Commentary - oops, I feel I hit a second mid-life crisis at 45 :-)

What a roller coaster ride.


Personally, for me the answer came when when a few years ago, I decided to re-start painting. I picked up the brush after 20 years. I fixed a time of 2pm to 3pm on Sundays, and made sure I didn’t miss these appointments with myself. Over a few months I built up a small collection of my work - not masterpieces, but a collection nevertheless. I put my paintings into a black album. The album would lie around our living room, and I would happen to look at it almost every day. Just having my 'body of work' around and looking at it often, had a deeply profound impact on me. I started seeing a story come to life. I could see my body of work growing. I started believing that am getting better. And suddenly, I didn't want the chain of goodness to break.

(Now I can't 'start' painting... I just do it when I feel like)

Another time, inspired by my own mentor, I began to write a blog. I decided to post my piece every Thursday. I would write using an app called Evernote. I linked my Evernote notebook to a blogging app. Every now and then I would scroll through my notebook and see the icons of each of my blog posts building up and growing. Once again I could see a story emerging. Lo and behold, I had my second 'body of work'.

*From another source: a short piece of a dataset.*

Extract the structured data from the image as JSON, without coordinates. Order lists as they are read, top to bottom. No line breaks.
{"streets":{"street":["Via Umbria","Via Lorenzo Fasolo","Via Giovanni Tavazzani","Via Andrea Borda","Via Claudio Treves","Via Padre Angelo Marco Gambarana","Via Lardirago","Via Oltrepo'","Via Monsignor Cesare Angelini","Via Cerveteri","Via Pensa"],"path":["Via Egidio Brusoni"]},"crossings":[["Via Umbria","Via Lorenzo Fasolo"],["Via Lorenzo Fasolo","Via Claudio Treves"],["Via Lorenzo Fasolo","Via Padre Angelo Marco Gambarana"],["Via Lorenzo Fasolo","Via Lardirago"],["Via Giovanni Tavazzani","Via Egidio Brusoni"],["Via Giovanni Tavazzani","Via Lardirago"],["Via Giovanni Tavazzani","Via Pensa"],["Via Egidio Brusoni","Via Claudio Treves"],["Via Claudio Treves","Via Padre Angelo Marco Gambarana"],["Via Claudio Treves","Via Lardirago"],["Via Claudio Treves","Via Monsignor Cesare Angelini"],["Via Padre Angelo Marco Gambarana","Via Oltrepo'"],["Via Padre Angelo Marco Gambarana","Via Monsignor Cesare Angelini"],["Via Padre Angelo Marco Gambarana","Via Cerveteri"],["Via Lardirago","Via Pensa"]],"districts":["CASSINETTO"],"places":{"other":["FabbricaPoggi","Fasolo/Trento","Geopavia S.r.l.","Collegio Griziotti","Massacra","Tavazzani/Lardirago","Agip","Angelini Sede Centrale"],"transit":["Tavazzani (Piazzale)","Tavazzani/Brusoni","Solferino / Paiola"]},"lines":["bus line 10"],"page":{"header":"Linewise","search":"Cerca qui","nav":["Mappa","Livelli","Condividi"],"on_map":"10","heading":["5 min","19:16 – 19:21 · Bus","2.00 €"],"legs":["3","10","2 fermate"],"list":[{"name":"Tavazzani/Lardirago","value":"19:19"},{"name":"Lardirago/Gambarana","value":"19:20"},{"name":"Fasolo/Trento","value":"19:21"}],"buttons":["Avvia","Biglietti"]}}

Coming back to how to get gritty, I believe that answer lies in ‘having a story'. Stories catch our attention. Human brains are hard wired to respond to stories. My kids are 5 and 6. LIke all kids, they just love stories. Their eyes light up as soon as the words 'Once upon a time…' are uttered. My daughter needs there to be a pink princess, and my son needs there to be a construction man and a digger. So most of the times we end up listening to the story of a princess who wanted to build a pink castle and got married to a builder who had a fleet of diggers and a cement factory! Stories spell the death of boredom! Mahatma Gandhi’s peaceful protests and non-violent movement are a story that moved a nation. Steve Jobs series of blockbuster products and his product launch videos are a that inspires everyone. The chaiwala who become PM is story. My life is a story. Your life is a story. My 6 year old sons loves lego… everything he creates is a part of his story. Just last month, he made his first 2200 piece lego set. One evening as we sat for dinner, he told me "Papa, I love to stare at my own creation!"


Commentary - now I feel that the story happens to us. We don't have to build a story. It unfolds. We just have to be patient and keep following our heart.


No I'm not going to bore you with the rest of the script. If you feel like you can go watch it on youtube.


Let me just leave you here with this question... what do you feel like? Gritty, or just letting it be? Both are good. But good to know where you are at right now.